Multi-agent Supply Chain Optimization with RLlib

Dear Community,
I am reaching out to seek insights and assistance on the challenging problem I am currently facing on my project.

warehouse X is facing the complex task of optimizing its supply chain process for a diverse range of 1000 products sourced from over 200 suppliers. The goal is to avoid overstocking, prevent stockouts, and consistently meet customer demand. The products are classified as perishable and non-perishable.

Our proposed solution:
A multi-agent environment where each agent learns a policy for a product line. We used the PPO algorithm implemented through Ray RLlib. Our RL environment is designed to consider the folllowing actions:

  1. When to raise a purchase order
  2. Which products to order
  3. The quantity to order for each product
  4. Which supplier to consider

The agent is trained on historical sales from the past year. The environment consists of N observations, representing the stock level and trends, and 2 actions (quantity to order & supplier ID). Agents are trained in a multi-agent environment with a shared policy option set, and each episode consists of 365 time steps. The reward is calculated on the net profit made in one episode after a series of actions. Moreover, reward shaping is applied to guide the agents in making the right decisions. We applied penalties at each time step when the demand was missed, late orders and the choice of wrong suppliers (with a higher price or longer lead time). Indeed, each decision made by the agent at the time step “t”, will have a negative/positive impact at future time steps “t+M”.

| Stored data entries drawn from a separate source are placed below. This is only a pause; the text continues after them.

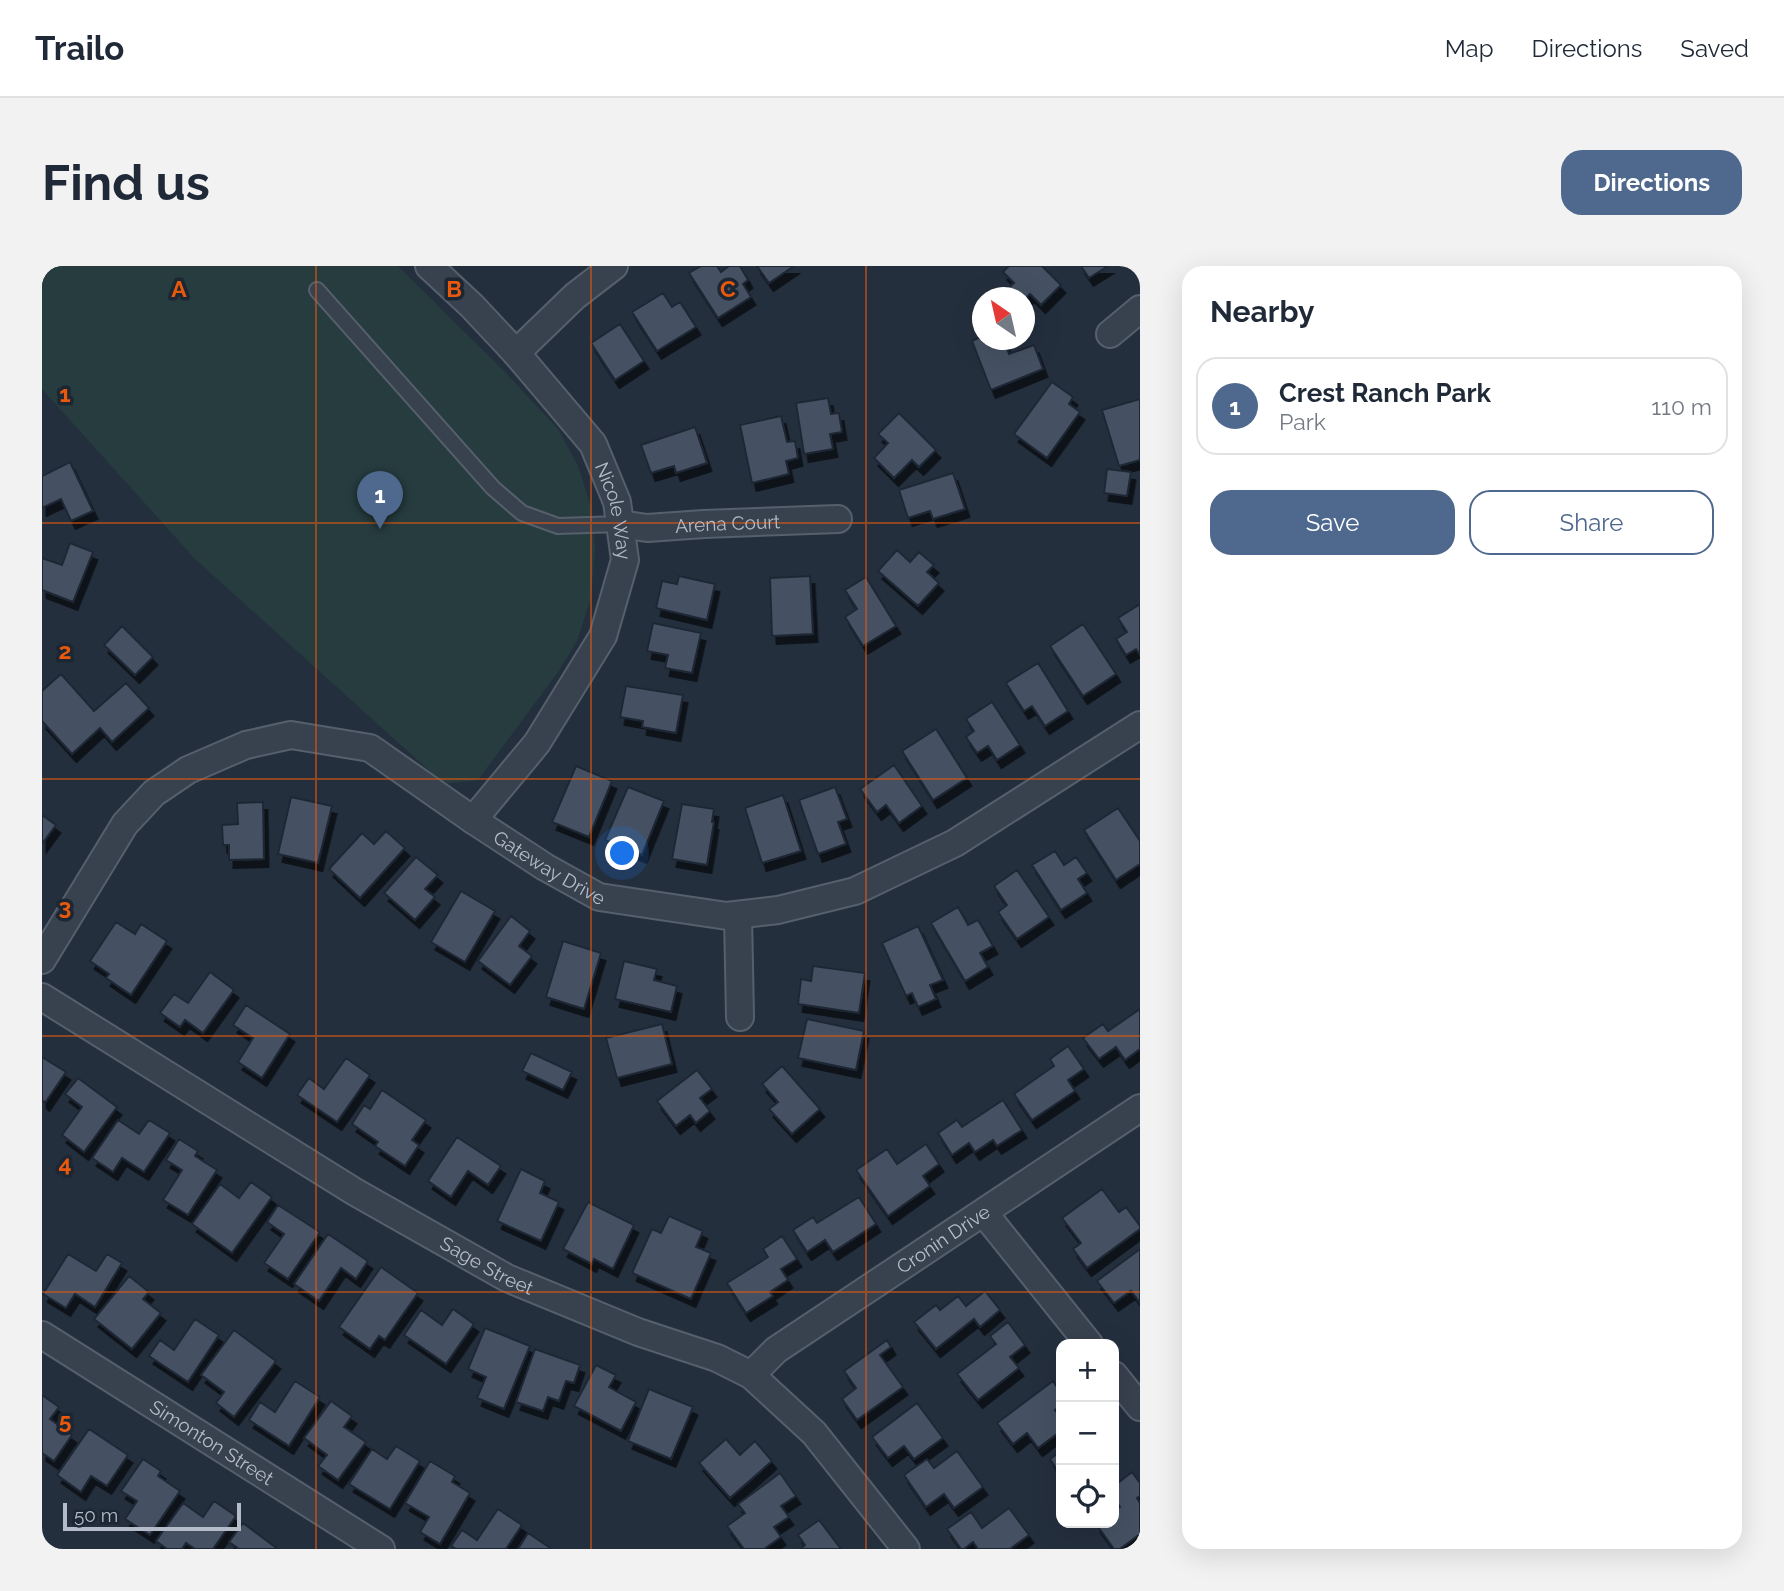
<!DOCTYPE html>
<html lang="en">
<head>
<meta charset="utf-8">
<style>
	:root { --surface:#fff; --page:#f2f2f3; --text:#1f2937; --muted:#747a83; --line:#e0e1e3; --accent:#4f688e }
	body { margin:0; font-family:Raleway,sans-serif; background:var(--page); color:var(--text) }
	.controls { position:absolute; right:21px; bottom:21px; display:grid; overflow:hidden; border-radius:14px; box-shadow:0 7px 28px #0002 }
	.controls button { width:63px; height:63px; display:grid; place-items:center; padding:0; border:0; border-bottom:2px solid var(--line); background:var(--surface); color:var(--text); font:35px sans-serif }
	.compass { position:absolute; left:930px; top:21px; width:63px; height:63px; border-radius:50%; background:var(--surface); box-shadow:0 7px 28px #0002; rotate:326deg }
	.scale { position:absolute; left:21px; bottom:18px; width:178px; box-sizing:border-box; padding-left:7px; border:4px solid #b4bcc9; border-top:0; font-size:19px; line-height:24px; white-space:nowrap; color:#b4bcc9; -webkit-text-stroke:5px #1d2633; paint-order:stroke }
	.you { position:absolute; left:581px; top:588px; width:24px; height:24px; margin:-18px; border:5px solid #fff; border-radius:50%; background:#1a73e8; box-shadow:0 0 0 10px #1a73e833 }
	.badge { display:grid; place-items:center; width:46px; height:46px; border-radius:50%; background:var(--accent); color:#fff; font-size:23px; font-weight:700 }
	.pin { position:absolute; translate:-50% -58px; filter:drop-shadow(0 2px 4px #0008) }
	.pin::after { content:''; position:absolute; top:37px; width:24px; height:21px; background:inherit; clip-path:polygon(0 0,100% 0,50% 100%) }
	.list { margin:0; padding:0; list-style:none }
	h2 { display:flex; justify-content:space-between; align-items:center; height:91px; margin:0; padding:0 28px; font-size:30px }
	h2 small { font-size:23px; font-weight:400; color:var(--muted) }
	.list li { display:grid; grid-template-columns:46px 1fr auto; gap:21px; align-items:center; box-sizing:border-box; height:98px; margin:0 14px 14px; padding:0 14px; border:2px solid var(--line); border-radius:21px }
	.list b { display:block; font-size:26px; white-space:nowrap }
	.list p { margin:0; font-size:23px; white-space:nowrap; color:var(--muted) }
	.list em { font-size:23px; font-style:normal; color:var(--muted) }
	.actions { display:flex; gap:14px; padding:21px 28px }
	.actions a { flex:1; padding:16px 0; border:2px solid var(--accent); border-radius:21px; text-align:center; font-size:24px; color:var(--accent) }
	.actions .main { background:var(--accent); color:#fff }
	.icon { flex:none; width:38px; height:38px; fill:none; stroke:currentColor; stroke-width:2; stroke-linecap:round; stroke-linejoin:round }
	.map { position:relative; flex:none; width:1098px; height:1283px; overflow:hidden; border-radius:21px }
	header { display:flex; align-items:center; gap:42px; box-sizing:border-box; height:98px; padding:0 35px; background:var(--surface); border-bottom:2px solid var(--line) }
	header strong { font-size:33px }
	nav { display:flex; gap:38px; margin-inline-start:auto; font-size:24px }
	.intro { display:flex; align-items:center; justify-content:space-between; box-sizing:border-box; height:168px; padding:0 42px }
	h1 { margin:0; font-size:49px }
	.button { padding:18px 32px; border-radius:21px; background:var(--accent); color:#fff; font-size:24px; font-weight:700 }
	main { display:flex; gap:42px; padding:0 42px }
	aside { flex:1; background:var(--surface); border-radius:21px; box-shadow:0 7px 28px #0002 }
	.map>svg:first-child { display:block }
</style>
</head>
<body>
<header>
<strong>Trailo</strong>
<nav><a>Map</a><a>Directions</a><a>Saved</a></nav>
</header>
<div class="intro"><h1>Find us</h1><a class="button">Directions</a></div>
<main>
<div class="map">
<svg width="1098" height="1283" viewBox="0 0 1098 1283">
	<defs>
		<filter id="shadow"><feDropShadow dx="4.5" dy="8" stdDeviation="0" flood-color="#0009"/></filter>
	</defs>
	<rect width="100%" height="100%" fill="#242f3e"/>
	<path fill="#263c3f" d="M0 0H356L464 107 516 163 536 200 549 241 553 284 549 332 535 375 516 406 436 514 402 518 153 293 0 123Z"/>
	<path fill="#455162" stroke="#1f2835" stroke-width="2" filter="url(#shadow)" d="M659 0H675L679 6 687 0H698L706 14 701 18 709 31 676 52 647 7Z
		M715 0H752L727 17Z
		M967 0H1000L1019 19 999 39 988 28 982 34V32H973L965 23 972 17 961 6Z
		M1039 0H1066L1047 12Z
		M621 27 630 41 638 36 654 61 615 85 590 46Z
		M578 58 602 95 573 114 549 77Z
		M940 70V74H962L967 88 992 79 1001 103 949 124 930 75Z
		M1010 116 1031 131 1027 138 1038 146 1005 192 972 168Z
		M786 132 789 148 797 147 800 166 788 168 791 183 762 188 754 137Z
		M1098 133V194L1077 200 1060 144Z
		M857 147 894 184 877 201 870 194 852 212 832 192 846 177 836 168Z
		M739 150 745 176 753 175 756 192 744 195 747 208 710 217 698 159Z
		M653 161 665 197 634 207 632 200 609 207 599 179Z
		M28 196 51 245 29 255 19 233 0 242V210Z
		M1065 203 1089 206 1085 230 1062 227Z
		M911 207 923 243 891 253 888 245 866 252 857 224Z
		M28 277 51 286 31 336 0 324V292L20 299Z
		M855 284 868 296 877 286 892 299 885 306 897 317 876 340 836 305Z
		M637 310 673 318 665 354 614 342 620 315 635 318Z
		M768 310 771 368 730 370 728 312Z
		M824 311 854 360 821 380 803 351 815 343 803 324Z
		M1098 338V389L1094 383 1084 389 1074 373 1085 366 1076 352Z
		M611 357 659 367 650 407 623 402 626 389 605 385Z
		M1041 358 1074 408 1041 430 1008 380Z
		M80 360 111 391 93 409 62 379Z
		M996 397 1026 445 1003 460 990 440 982 445 964 417Z
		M19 408 52 445 84 417 107 442 70 476 58 462 30 488 0 455V425Z
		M584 420 641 429 634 467 600 461 601 455 578 451Z
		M950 436 978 479 955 494 946 480 935 487 924 471 932 465 924 453Z
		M894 463 925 512 891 534 860 485Z
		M852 499 880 540 857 557 844 539 835 546 818 523Z
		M534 500 570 515 547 571 510 556Z
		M586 521 622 535 600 589 563 574Z
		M793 521 805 553 796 556 804 578 776 588 757 534Z
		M741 529 759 585 720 597 703 542Z
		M249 531 290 540 276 597 236 588Z
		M221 536 222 593 187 594V579H181L180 559 196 558 195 537Z
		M640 538 672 543 670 556H672L665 599 630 593Z
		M1076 542 1098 575V598L1074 614 1042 564Z
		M0 549 14 559 0 578Z
		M344 565 363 582 318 632 287 603 320 567 332 578Z
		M1013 585 1022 599 1034 591 1045 607 1036 613 1045 627 1019 644 990 599Z
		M374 591 396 609 383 623 393 631 373 654 342 627Z
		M975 604 1007 651 975 673 956 646 965 639 952 620Z
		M419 625 453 645 423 696 389 676Z
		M916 641 926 659 936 654 951 680 938 687 946 701 923 715 889 657Z
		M469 650 488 665 477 680 490 690 468 719 436 695Z
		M74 656 93 668 99 658 125 675 89 729 64 712 67 708 48 695Z
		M876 660 901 714 888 719 894 733 876 741 870 727 864 730 840 677Z
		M521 675 559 687 542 743 504 731Z
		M582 695 615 703 612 714 635 720 629 746 573 733Z
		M771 700 823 707 817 747 756 738 759 713 769 715Z
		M168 706 192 724 161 767 143 754 138 761 118 747 132 728 146 737Z
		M204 739 248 768 220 812 196 796 211 772 191 759Z
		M1098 743V783L1083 794 1074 781 1057 793 1041 772 1061 758 1066 765Z
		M765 753 822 765 814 804 756 792Z
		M620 758 630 798 575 812 564 772Z
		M1026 780 1042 803 1026 814 1033 825 990 854 972 828 1012 800 1008 793Z
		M489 787 530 806 521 824 480 805Z
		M0 791 24 806 3 837 0 834Z
		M304 792 328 809 295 856 255 829 267 812 282 823Z
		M740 800 778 843 750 868 727 843 736 836 720 818Z
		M655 804 670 823 658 832 668 845 654 857 648 849 634 860 615 835Z
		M36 812 75 841 42 886 20 869 40 841 23 828Z
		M340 824 384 854 370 874 377 879 363 900 333 880 336 876 310 858 322 839 328 843Z
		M961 834 980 864 955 880 951 874 933 886 927 877 910 889 896 867 915 854 920 861Z
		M76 854 97 868 107 854 128 867 102 906 80 892 71 906 50 892Z
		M415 871 459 900 446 919 426 905 409 931 386 915Z
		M137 873 156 885 153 890 175 904 146 949 121 934 140 904 124 894Z
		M884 878 897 898 881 910 888 920 846 950 814 904 845 883 855 898Z
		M479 903 503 915 498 927 517 936 499 975 455 955Z
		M209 916 230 931 190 987 150 958 178 918 197 932Z
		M1060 923 1077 946 1084 941 1098 960V963L1045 1002 1031 983 1039 977 1020 952Z
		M817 931 834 958 791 986 783 974 765 986 751 964 771 951 775 957Z
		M546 936 592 959 571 1003 552 993 550 998 521 983Z
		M236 939 278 966 246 1013 222 997 242 968 225 956Z
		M627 950 661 965 654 981 669 987 649 1033 590 1007 610 963 619 967Z
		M286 968 326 995 314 1013 299 1002 277 1035 252 1018Z
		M740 970 755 993 739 1003 746 1014 728 1026 731 1030 704 1047 685 1017 726 991 721 983Z
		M1098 983V1037L1089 1025 1072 1037 1055 1015Z
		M26 988 54 1005 65 988 80 997 53 1041 33 1028 24 1042 1 1028Z
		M339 1001 376 1027 343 1074 337 1070 328 1083 297 1061Z
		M87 1010 107 1026 101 1033 119 1047 90 1083 52 1053Z
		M943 1025 958 1044 938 1061 932 1053 894 1083 872 1056 894 1039 898 1044 916 1030 924 1040Z
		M411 1043 432 1058 404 1098 362 1069 379 1044 400 1059Z
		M153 1053 177 1069 146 1116 107 1090 118 1074 132 1084Z
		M966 1056 983 1079 968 1091 977 1102 936 1134 915 1108 954 1078 948 1070Z
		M443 1062 488 1080 462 1143 435 1132 444 1111 426 1103Z
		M192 1064 234 1095 192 1151 174 1137 182 1126 159 1109Z
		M845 1074 849 1081 838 1089 861 1121 815 1154 800 1133 814 1122 802 1105Z
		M493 1083 538 1099 532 1117 524 1115 517 1135 506 1131 501 1145 474 1136Z
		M554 1099 574 1109 567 1121 594 1136 579 1165 532 1140Z
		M253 1115 278 1131 247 1180 207 1154 218 1136 233 1146Z
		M1011 1115 1019 1127V1140L1013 1144 1019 1152V1165L996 1182 985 1167 971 1178 955 1157Z
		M607 1123 651 1141 629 1193 586 1175Z
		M0 1129 17 1141 8 1153 30 1169 12 1195 0 1187Z
		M289 1135 310 1150 302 1161 324 1176 296 1214 276 1200 285 1189 262 1172Z
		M875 1137 901 1172 872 1193 862 1180 846 1192 830 1171Z
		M47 1163 86 1189 65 1220 49 1210 39 1226 15 1209Z
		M684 1173 698 1189 713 1175 730 1195 688 1232 657 1197Z
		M354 1180 378 1195 348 1243 307 1218 330 1183 345 1193Z
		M915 1185 941 1221 912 1242 902 1228 884 1241 862 1209 885 1193 892 1202Z
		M1019 1185V1210L1008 1193Z
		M101 1193 119 1205 116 1210 138 1225 108 1269 83 1253 95 1235 79 1225Z
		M388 1195 413 1210 410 1216 428 1227 398 1278 378 1266 387 1251 363 1237Z
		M1090 1206 1098 1217V1230L1095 1232 1098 1237V1268L1078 1283H1072L1054 1258 1056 1257H1072V1245L1078 1241 1072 1232V1220Z
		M738 1207 754 1230 739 1240 747 1251 732 1261 739 1271 722 1283H702L685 1260 703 1247 696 1238Z
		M172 1235 194 1250 171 1283H153L144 1277 140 1283H125L114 1275 141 1237 161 1251Z
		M967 1242 987 1269 968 1283H936L931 1276 922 1283H919L905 1263 929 1246 940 1262Z
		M456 1243 480 1259 464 1283H414L409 1280 420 1264 435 1274Z
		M777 1254 799 1283H758L763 1279 756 1269Z
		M201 1257 236 1283H197L187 1276Z
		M486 1267 510 1283H476Z"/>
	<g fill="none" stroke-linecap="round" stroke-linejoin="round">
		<defs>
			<path id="service" d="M275 24 451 222 480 247 516 260 578 258"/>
			<g id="minor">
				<path id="s1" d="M387 0 430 40 474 87 551 178 575 236 583 294 561 370 495 477 431 554"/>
				<path d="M1068 68 1098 43"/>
				<path d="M474 87 533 30 572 0"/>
				<path id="s2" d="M578 258 605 262 662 258 796 253"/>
				<path d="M696 649 698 751"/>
				<path id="s3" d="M0 694 83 558 112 527 146 504 204 479 249 469 328 482 431 554 503 601 557 631 685 650 736 644 813 625 913 577 1098 459"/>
				<path id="s4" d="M0 731 313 926 465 1012 596 1066 675 1092 709 1109 772 1167 864 1283"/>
				<path d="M942 947 1047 1078"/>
				<path id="s5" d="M0 1069 339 1283"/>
				<path id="s6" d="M709 1109 734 1084 1098 842"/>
				<path d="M1072 1109 1098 1141"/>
			</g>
		</defs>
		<use href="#service" stroke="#565f6c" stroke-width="18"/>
		<use href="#minor" stroke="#565f6c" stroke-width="30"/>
		<use href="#service" stroke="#38414e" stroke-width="14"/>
		<use href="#minor" stroke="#38414e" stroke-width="26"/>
	</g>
	<path fill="none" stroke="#e8590c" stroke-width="2" stroke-opacity="0.55" d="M274 0V1283M549 0V1283M824 0V1283M0 257H1098M0 513H1098M0 770H1098M0 1026H1098"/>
	<g text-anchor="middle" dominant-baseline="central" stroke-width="7" stroke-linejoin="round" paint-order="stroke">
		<g font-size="19" fill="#b4bcc9" stroke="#1d2633">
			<text stroke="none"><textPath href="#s1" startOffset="313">Nicole Way</textPath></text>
			<text stroke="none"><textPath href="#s2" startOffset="108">Arena Court</textPath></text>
			<text stroke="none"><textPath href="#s3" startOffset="648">Gateway Drive</textPath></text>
			<text stroke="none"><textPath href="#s6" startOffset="236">Cronin Drive</textPath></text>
			<text stroke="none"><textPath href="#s4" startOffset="520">Sage Street</textPath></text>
			<text stroke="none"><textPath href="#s5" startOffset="201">Simonton Street</textPath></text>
		</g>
	</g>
	<g font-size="23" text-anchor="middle" font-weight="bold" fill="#e8590c" stroke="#1d2633" stroke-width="7" stroke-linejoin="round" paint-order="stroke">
		<text x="137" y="31">A</text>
		<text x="412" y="31">B</text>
		<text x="686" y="31">C</text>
		<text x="23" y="136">1</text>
		<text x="23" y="393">2</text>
		<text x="23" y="649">3</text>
		<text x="23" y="906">4</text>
		<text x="23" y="1163">5</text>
	</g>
</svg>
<div class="controls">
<button>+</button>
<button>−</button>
<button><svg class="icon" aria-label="locate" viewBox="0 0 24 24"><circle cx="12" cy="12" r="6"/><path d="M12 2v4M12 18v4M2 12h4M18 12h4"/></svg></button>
</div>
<svg class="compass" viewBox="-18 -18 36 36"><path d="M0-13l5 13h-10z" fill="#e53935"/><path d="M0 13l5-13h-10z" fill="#747a83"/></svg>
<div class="scale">50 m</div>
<div class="you"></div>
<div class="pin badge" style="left:338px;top:263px">1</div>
</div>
<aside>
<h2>Nearby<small></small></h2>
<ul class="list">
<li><span class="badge">1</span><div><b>Crest Ranch Park</b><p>Park</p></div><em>110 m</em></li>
</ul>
<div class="actions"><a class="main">Save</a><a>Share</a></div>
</aside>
</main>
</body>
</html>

At each time step, the demand from historical data is used to update the observations. Thus, the agent is expected to reach last year’s net profit or to overcome it.

About the neural network, we used a custom model consisting of linear layers with ReLU activations, branching into softmax for supplier selection and a customized activation function for the quantity branch output values with the range [0, max_purchase_quantity]. Batch normalization has been applied to enhance convergence and reduce overfitting, and attention mechanisms have been incorporated to focus on critical values in the observation space.

Issues Encountered:
Despite efforts, I am facing challenges in achieving optimal convergence and performance. The training process is notably slow (using a Nvidia GPU GeForce RTX 3080 10GB). After 15,000 iterations on 50 products, spanning 28 hours, the agent has not reached the expected reward where it can autonomously set the order quantity and supplier ID. We have tried implementing penalties in the reward function for incorrect decisions, experimented with different exploration strategies, used curriculum learning (to apply penalties progressively), and applied reward normalization. However, the results were not as expected.

How You Can Help:
I am reaching out for assistance and fresh perspectives. If you have experience with reinforcement learning in supply chain optimization, suggestions on improving convergence speed, dealing with complex action spaces, or insights into effective exploration strategies would be immensely valuable.

Moreover, if you have encountered similar challenges or have successfully implemented RL agents in supply chain contexts, your guidance on tuning hyperparameters, designing effective reward functions, or any other relevant advice would be highly appreciated.

Thank you in advance for considering this topic.
I eagerly await your responses and insights.